• Assignment:
Pull every line holding the string "pixel" from the records below.

• Data:
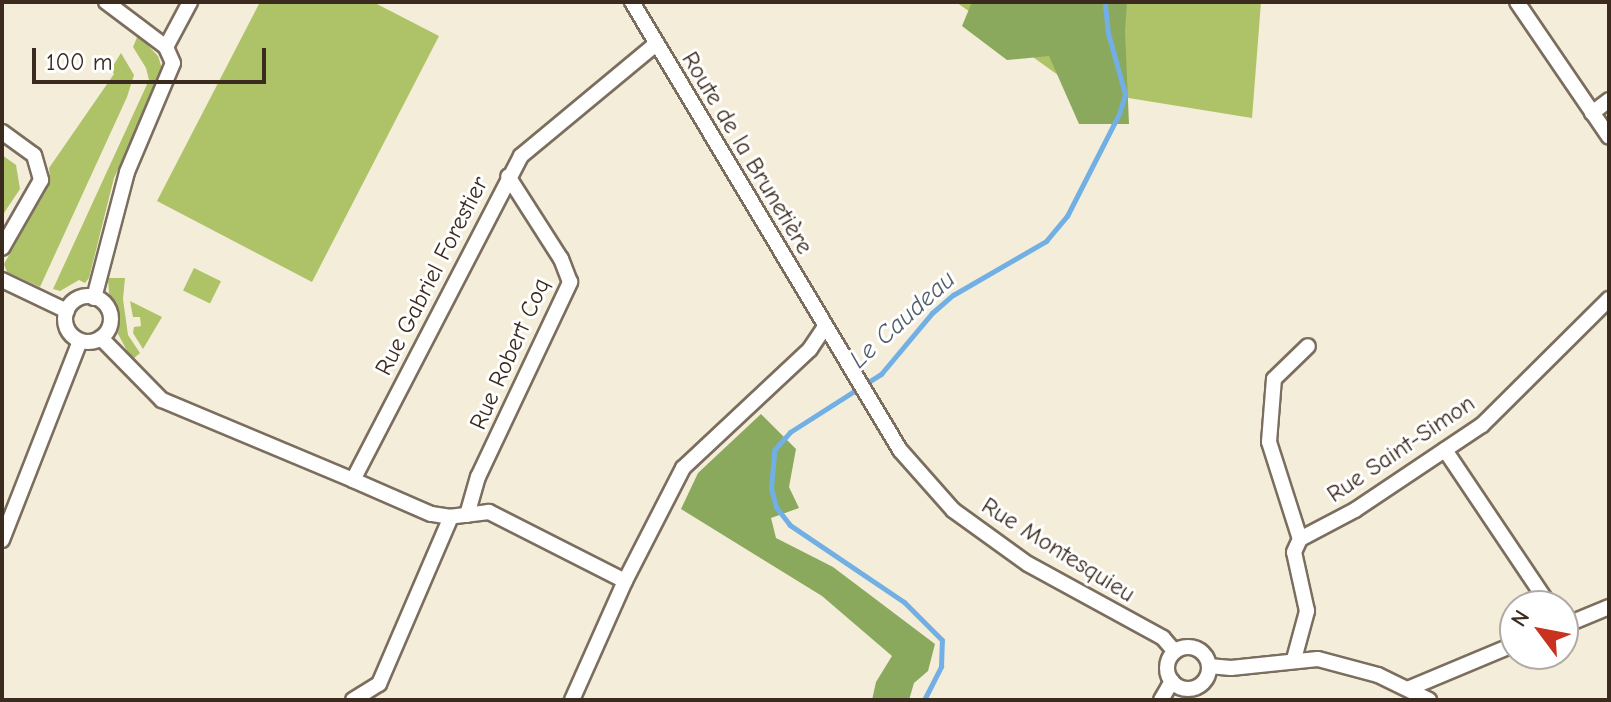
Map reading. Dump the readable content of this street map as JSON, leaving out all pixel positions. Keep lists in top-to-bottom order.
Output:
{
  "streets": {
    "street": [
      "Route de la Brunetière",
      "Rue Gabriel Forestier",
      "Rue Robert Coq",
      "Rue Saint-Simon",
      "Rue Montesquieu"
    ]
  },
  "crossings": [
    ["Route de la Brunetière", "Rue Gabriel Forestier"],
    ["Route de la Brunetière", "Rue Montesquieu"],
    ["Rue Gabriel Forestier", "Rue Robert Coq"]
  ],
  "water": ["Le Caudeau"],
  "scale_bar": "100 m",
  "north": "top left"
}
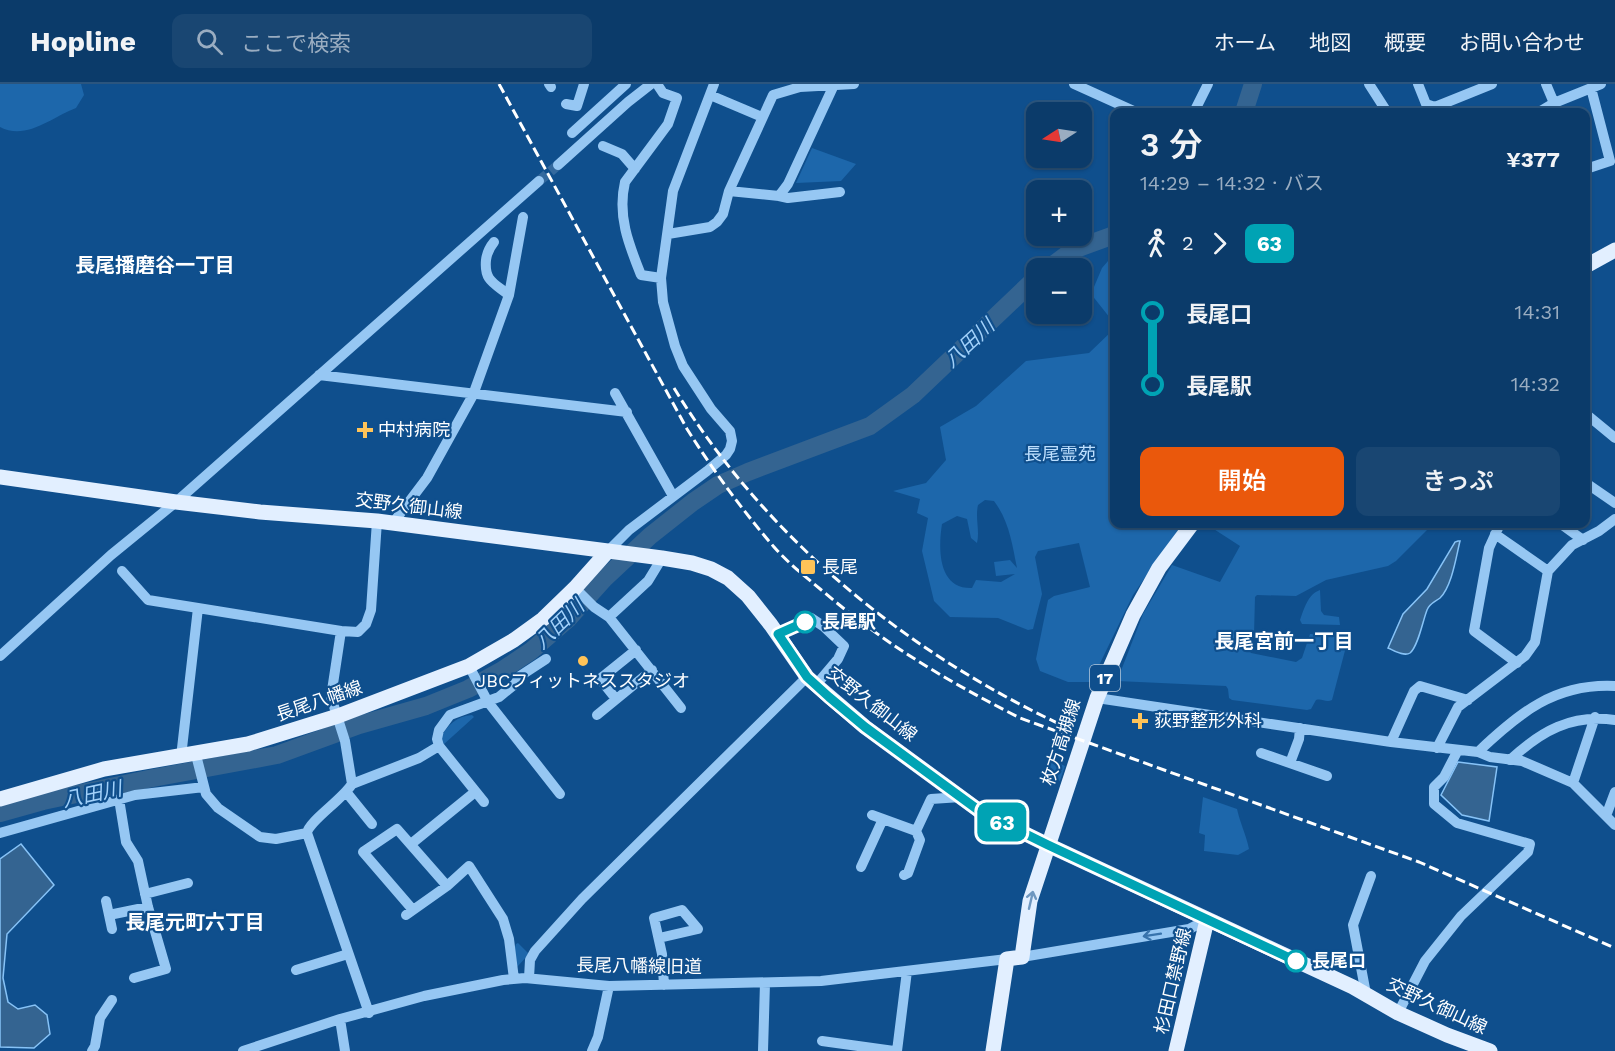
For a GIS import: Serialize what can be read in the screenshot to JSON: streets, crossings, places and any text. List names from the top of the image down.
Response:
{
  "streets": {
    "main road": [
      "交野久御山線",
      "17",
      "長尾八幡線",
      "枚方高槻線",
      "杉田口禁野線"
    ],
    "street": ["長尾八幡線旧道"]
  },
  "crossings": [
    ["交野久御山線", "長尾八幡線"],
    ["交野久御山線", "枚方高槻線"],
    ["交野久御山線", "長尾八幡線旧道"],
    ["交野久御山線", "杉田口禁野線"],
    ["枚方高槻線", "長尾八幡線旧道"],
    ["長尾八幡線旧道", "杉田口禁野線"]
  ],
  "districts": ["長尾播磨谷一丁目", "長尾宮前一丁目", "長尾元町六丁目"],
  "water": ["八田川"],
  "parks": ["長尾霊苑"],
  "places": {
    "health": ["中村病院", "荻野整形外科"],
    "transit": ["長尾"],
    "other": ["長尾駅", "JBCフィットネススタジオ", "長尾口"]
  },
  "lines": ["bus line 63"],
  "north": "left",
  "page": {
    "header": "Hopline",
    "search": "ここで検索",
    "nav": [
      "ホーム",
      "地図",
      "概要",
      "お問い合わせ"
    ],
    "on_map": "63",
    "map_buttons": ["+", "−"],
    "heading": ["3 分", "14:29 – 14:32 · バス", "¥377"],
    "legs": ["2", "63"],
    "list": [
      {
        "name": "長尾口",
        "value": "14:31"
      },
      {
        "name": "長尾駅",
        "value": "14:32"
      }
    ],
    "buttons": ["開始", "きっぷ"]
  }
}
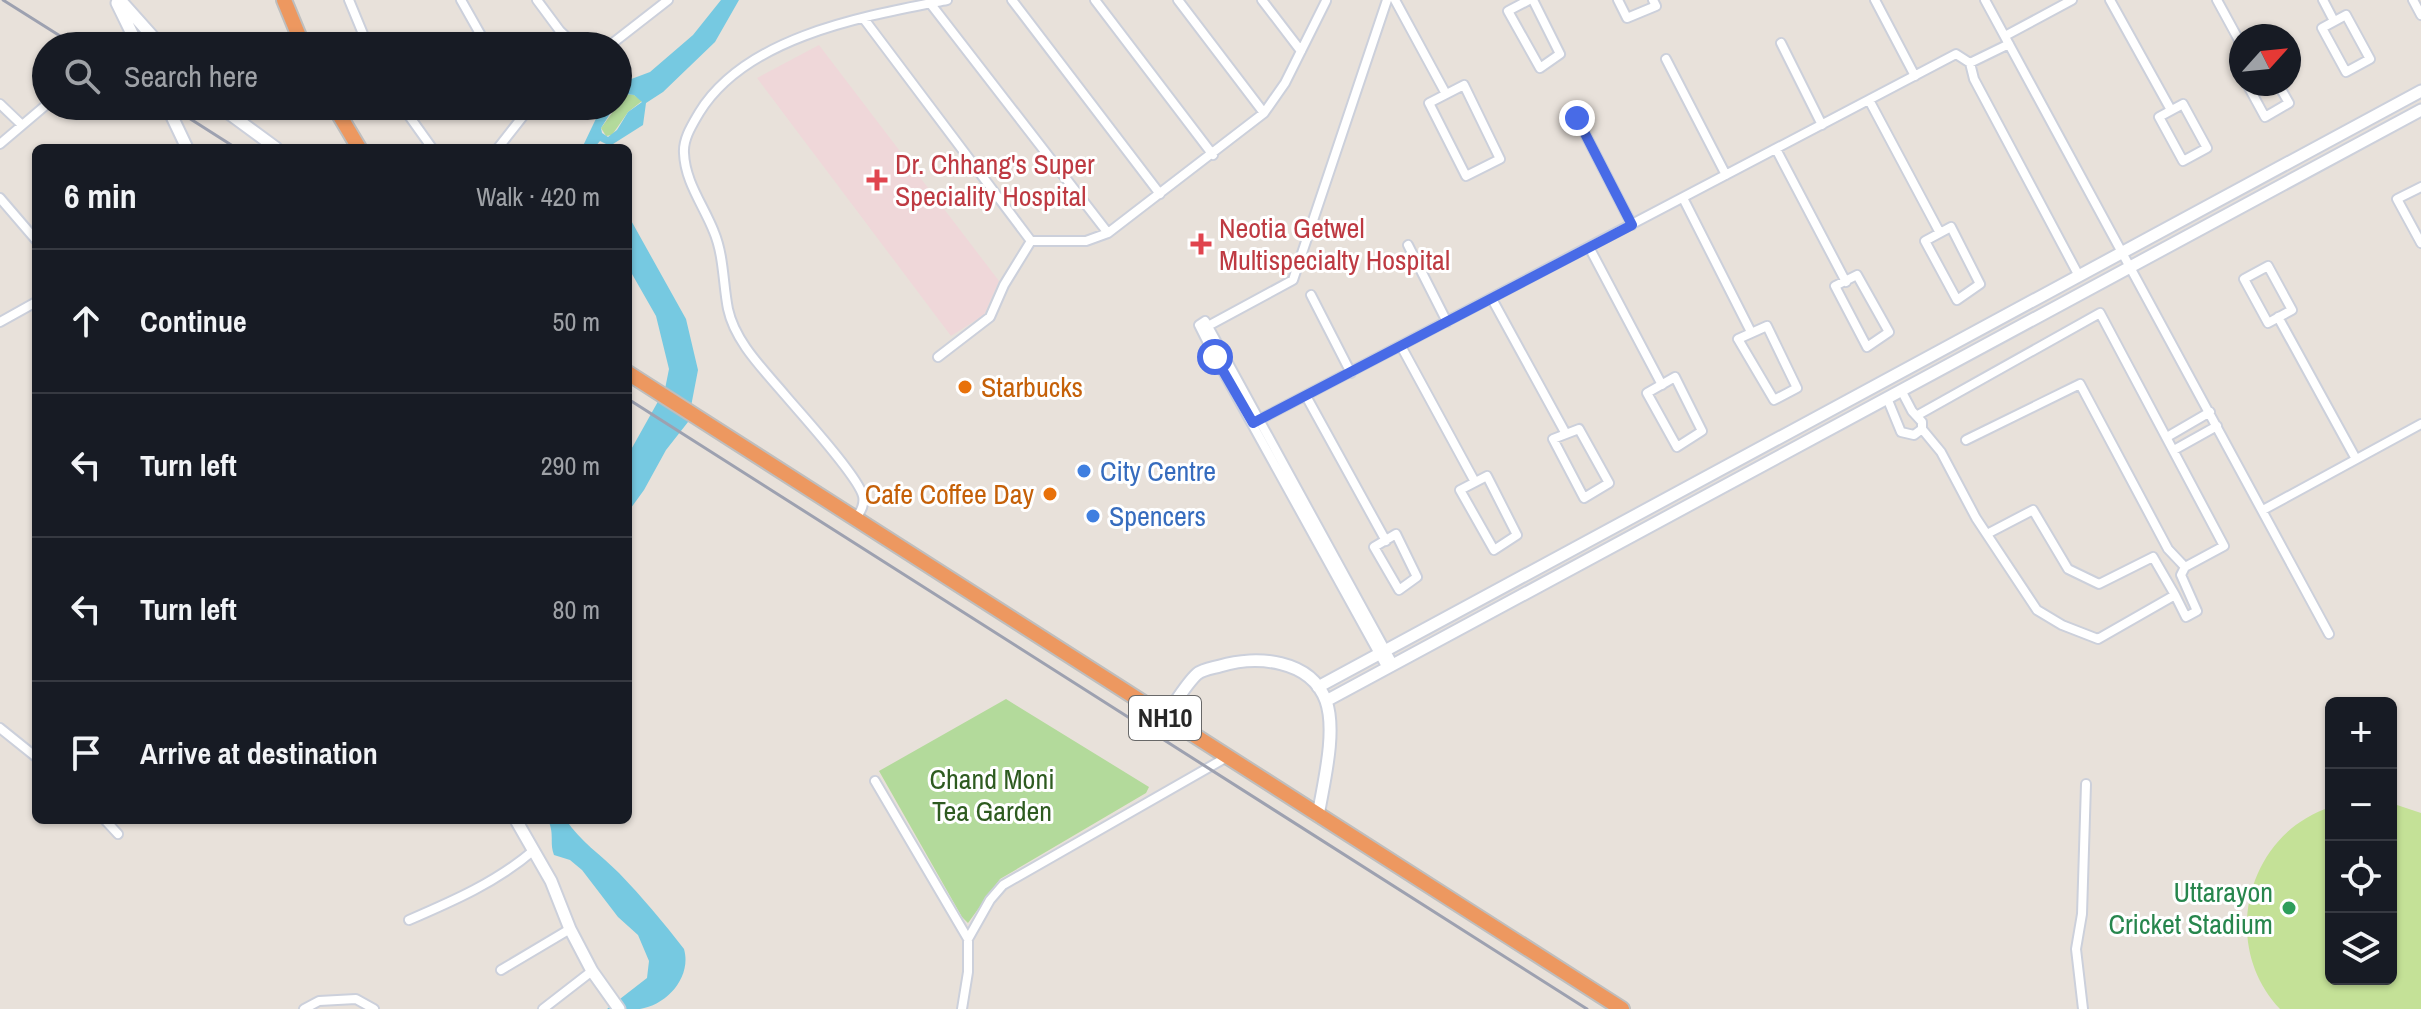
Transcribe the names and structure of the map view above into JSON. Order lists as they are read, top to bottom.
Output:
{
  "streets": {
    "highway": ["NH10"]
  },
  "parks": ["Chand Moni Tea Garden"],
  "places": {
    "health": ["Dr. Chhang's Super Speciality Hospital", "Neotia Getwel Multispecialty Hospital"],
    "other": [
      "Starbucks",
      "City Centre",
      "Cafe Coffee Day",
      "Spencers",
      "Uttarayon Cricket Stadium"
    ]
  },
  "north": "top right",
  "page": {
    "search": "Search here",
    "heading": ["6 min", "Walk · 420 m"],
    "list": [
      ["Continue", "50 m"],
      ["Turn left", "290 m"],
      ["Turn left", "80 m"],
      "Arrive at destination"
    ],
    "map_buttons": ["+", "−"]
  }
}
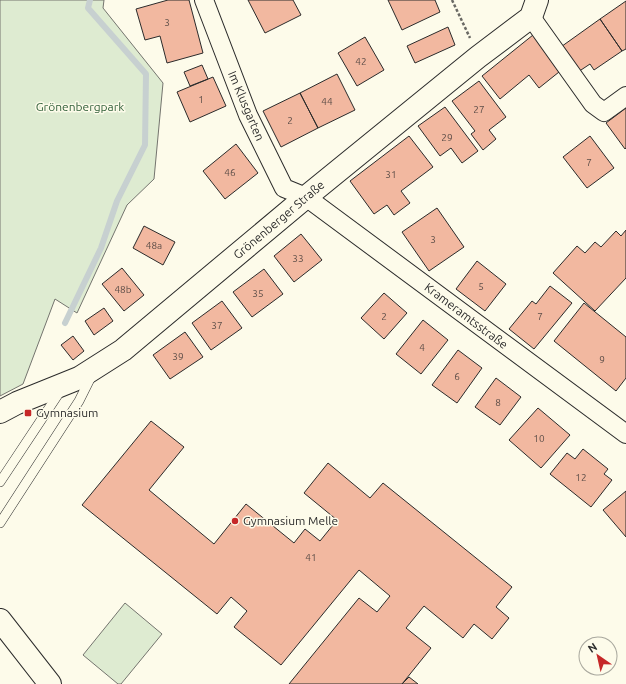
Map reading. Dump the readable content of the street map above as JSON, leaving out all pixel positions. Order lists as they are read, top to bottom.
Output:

• Task response:
Map reading. Dump the readable content of this street map as JSON, leaving out all pixel positions. Keep lists in top-to-bottom order.
Map reading. Dump the readable content of the street map above as JSON, leaving out all pixel positions. Order lists as they are read, top to bottom.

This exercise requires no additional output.